We love our baby Eliza Kay! Nathan's transition has been hard, but he is almost back to his normal self now that mommy's almost back to her normal self. Thank goodness for my in-laws (my mother-in-law showed up Friday night at about 8 pm), Juanee, who took Nathan and Apollo almost all day, my cousin Kim, who rushed back into town to be "on call" to take Nathan (Juanee and her family were going out of town that afternoon!), the officer who found Mitch and brought him to me, and my parents, who knew they couldn't get to us that day all the way from Kansas, so they were out shopping for preemie clothes all day so we'd have something to dress Eliza in!

 Now, for anyone who has made it this far, here's a few more photos! After photographing so many other newborns, it was finally time to take pictures of my own!
Nathan SO wanted Eliza to play trains with him when she got home. He kept saying, "Baby Eliza build big long train with me!?" He's very overprotective of who plays with his trains, so this was a huge compliment.
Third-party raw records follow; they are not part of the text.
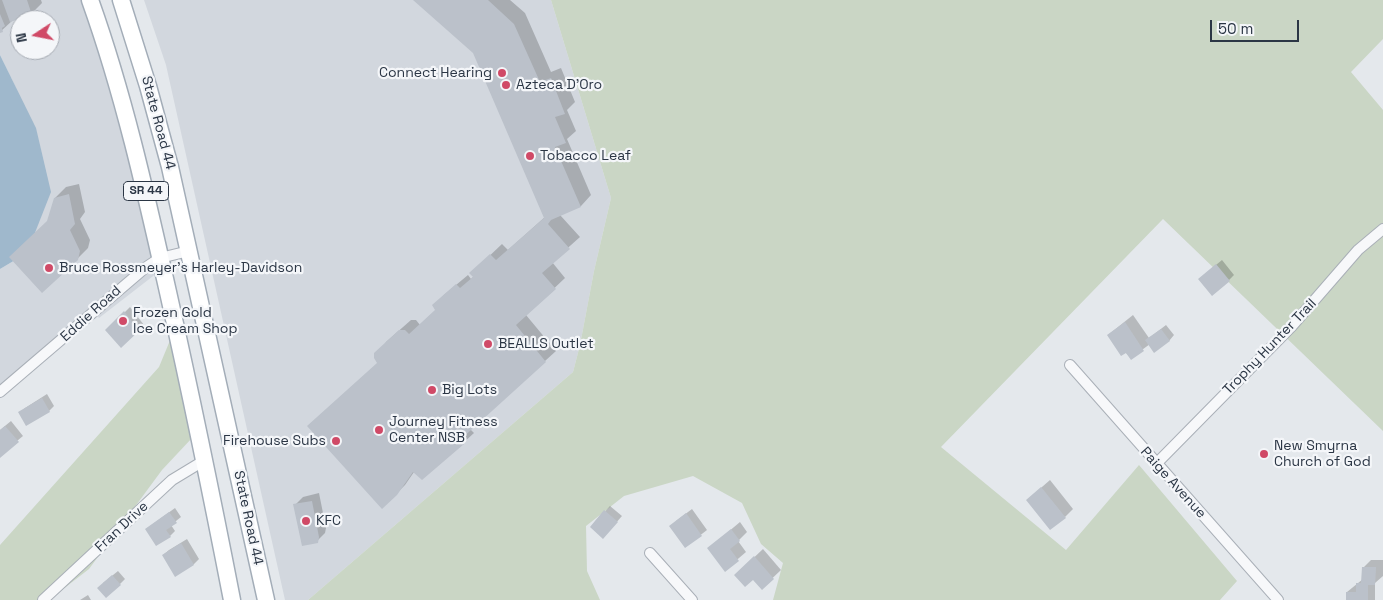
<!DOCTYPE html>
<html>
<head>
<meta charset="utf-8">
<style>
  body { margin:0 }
  #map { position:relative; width:1383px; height:600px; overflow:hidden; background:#e4e8ec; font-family:"Space Grotesk",sans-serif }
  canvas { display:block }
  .north { position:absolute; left:10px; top:10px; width:50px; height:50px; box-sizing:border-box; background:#f4f6f9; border:1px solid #a4a9b1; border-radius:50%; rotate:259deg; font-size:14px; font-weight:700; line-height:20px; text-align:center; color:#2b3645 }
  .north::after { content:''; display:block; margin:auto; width:18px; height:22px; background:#d04a67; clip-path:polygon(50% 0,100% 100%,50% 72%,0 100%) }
  .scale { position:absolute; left:1210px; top:20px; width:89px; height:22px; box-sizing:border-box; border:2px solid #2b3645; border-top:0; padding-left:6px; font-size:15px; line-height:18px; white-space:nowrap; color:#2b3645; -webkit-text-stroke:4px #f4f6f9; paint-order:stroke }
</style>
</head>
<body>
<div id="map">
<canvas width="1383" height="600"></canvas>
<div class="north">N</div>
<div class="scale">50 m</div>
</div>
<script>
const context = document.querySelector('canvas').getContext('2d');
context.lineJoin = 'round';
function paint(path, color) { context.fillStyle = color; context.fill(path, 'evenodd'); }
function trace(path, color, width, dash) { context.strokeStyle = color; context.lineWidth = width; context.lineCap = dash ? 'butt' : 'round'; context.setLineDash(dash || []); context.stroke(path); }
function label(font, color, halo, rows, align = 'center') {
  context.font = font + ' "Space Grotesk",sans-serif'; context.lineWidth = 4.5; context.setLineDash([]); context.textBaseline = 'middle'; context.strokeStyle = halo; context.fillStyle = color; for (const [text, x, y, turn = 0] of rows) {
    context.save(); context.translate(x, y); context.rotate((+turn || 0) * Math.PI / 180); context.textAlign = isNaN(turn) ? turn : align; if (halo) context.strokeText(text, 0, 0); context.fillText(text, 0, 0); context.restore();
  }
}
paint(new Path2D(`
  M0,0H82L93,33L142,207L157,273L99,318L97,315L0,395V269L27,253L16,88L0,55ZM20,20H50V50H20Z
  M144,0H551L611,198L594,271L580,345L573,372L308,600H285L166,65Z`), '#d2d7de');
paint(new Path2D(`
  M551,0H1383V39L1351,72L1383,110V431L1163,219L941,447L1066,550L1139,465L1237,581L1220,600H773L783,563L761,544L742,503L693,476L624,496L586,526L587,571L600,600H308L573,372L580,345L594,271L611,198Z
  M171,338L192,438L162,470L89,569L49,600H0V545L159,367Z`), '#cad6c5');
paint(new Path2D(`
  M0,55L36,128L51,192L27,253L0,269Z`), '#9fb8cc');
paint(new Path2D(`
  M0,0H41L42,3L31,14L13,20L0,32Z
  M415,0H510L525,13L551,72L561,68L575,102L567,110L576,131L567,139L591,195L581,206L560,215L580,237L552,262L565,278L526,315L556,351L470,429L474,433L463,443L414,472L405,485L382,508L378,362L386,342L411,320H416L420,325L437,309L444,295L468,275L471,279L474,276L482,263L502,244L508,250L545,217L474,52Z
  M79,184L85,212L80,219L90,240L88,248L77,259L48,221L55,198L66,187Z
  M1222,260L1234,275L1229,280L1205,274Z
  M130,307L144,325L121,346L107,330Z
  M1133,315L1149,338L1166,325L1174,335L1169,341L1150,344L1131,358L1108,335Z
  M47,394L54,406L49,411L20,413L25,408Z
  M11,421L23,436L0,455V430Z
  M1050,480L1073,509L1065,517L1027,500Z
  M319,493L326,528L325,533L317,541L295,505L303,497Z
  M610,506L622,516L608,532L591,527Z
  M175,508L181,517L171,525L175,531L170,536L146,529Z
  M692,509L707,530L685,547L676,521Z
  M740,522L747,532L738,541L746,552L725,570L709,548Z
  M187,539L199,559L194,564L175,575L163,555L169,550Z
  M763,549L781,570L762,588L744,567Z
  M1371,560H1383V576L1375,583V600H1347V592L1363,579V568Z
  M118,571L125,579L120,584L103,583Z
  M88,595L91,600H80Z`), '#0003');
paint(new Path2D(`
  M2,0H27L32,15L10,22Z
  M413,0H488L514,24L540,82L551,78L565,114L555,117L566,143L555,147L581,207L551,220L548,224L570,249L542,273L556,289L516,325L546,362L460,440L464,444L422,480L413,472L397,495L382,509L307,426L377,363L374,358V353L399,330H405L409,334L435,310L432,305L456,284L460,288L473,277L469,273L490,254L496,260L544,218L473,53Z
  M0,14L5,26L2,28L3,32L0,33Z
  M69,194L75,224L70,230L80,251L78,260L42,293L9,257L47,221L54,198Z
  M1216,264L1230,281L1212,296L1198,279Z
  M124,311L139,331L121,348L105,330Z
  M1125,322L1144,351L1131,360L1126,353L1121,356L1107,335Z
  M1161,329L1170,341L1154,353L1145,340Z
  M42,398L50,412L26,426L18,412Z
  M5,426L19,442L0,458V430Z
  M1041,487L1066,518L1050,530L1026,500Z
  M312,501L319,537L318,543L302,546L293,504Z
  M604,510L618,522L603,539L590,527Z
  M169,512L177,523L166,530L171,537L156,546L145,529Z
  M686,513L702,536L685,548L669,526Z
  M731,529L740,541L730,549L739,561L725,572L707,548Z
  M181,543L194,565L175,577L162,555Z
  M754,556L774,579L762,590L753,580L745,587L734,575Z
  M1362,567H1376L1375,585H1368V600H1346V592H1356V583H1361Z
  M112,575L121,585L106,598L97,588Z`), '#bbc1ca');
const minor = new Path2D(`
  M1070,365L1278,600
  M0,392L145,268L160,258L189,251
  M1156,464L1292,326L1358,250L1383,229
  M650,553L692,600
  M43,600L172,480L205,460`);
const primary = new Path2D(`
  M90,0C124,95 146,194 168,292C191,395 212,497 232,600
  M121,0L148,86L170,167L266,600`);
trace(minor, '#a9afb7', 12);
trace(primary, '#a3adb8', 19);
trace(minor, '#f7f8fa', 10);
trace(primary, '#fff', 16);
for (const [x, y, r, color] of [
  [502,73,5,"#d04a67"],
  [506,85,5,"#d04a67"],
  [530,156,5,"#d04a67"],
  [49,268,5,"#d04a67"],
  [123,321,5,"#d04a67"],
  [488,344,5,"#d04a67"],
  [432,390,5,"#d04a67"],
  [379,430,5,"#d04a67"],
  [336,441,5,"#d04a67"],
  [1264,454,5,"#d04a67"],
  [306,521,5,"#d04a67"]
]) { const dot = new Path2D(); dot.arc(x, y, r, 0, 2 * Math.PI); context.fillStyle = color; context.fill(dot); trace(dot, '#f4f6f9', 2); }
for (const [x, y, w] of [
  [146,191,45]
]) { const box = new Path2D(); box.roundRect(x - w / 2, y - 9.5, w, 19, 4); context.fillStyle = '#f4f6f9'; context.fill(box); trace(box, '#2b3645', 1); }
label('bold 12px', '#2b3645', null, [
  ["SR 44",146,191]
]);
label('14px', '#2b3645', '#f4f6f9', [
  ["Connect Hearing",492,73,"right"],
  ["Azteca D'Oro",516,85],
  ["Tobacco Leaf",540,156],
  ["Bruce Rossmeyer's Harley-Davidson",59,268],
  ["Frozen Gold",133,313],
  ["Ice Cream Shop",133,329],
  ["BEALLS Outlet",498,344],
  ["Big Lots",442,390],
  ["Journey Fitness",389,422],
  ["Center NSB",389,438],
  ["Firehouse Subs",326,441,"right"],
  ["New Smyrna",1274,446],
  ["Church of God",1274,462],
  ["KFC",316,521]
], 'left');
label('14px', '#2b3645', '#f4f6f9', [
  ["State Road 44",158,123,75],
  ["Eddie Road",91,314,-42],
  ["Trophy Hunter Trail",1270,347,-46],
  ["Paige Avenue",1173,483,48],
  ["State Road 44",248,518,78],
  ["Fran Drive",122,527,-43]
]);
</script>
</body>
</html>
For a size reference, each train is about 2.5 inches long.


The bunny her grandma found at Vera Bradley for her; as a size reference, her bunny is about 9.5 inches from head to toe.
chillin' in her cute new preemie clothes from grandma (my mom) on her cute blanket from GG (Mitch's mom).

 I am so grateful for all the help and well wishes we've received! My mother-in-law took care of me when I couldn't get up without a lot of pain to do anything, and she made our house look great while I was in the hospital (again, I thought I'd have 4 weeks to make the mess and chaos a home!), and my mom is here now and helping me to transition into life at home with two kids.

Later I'll write about my recovery; we've had a few bumps, but we're getting through them!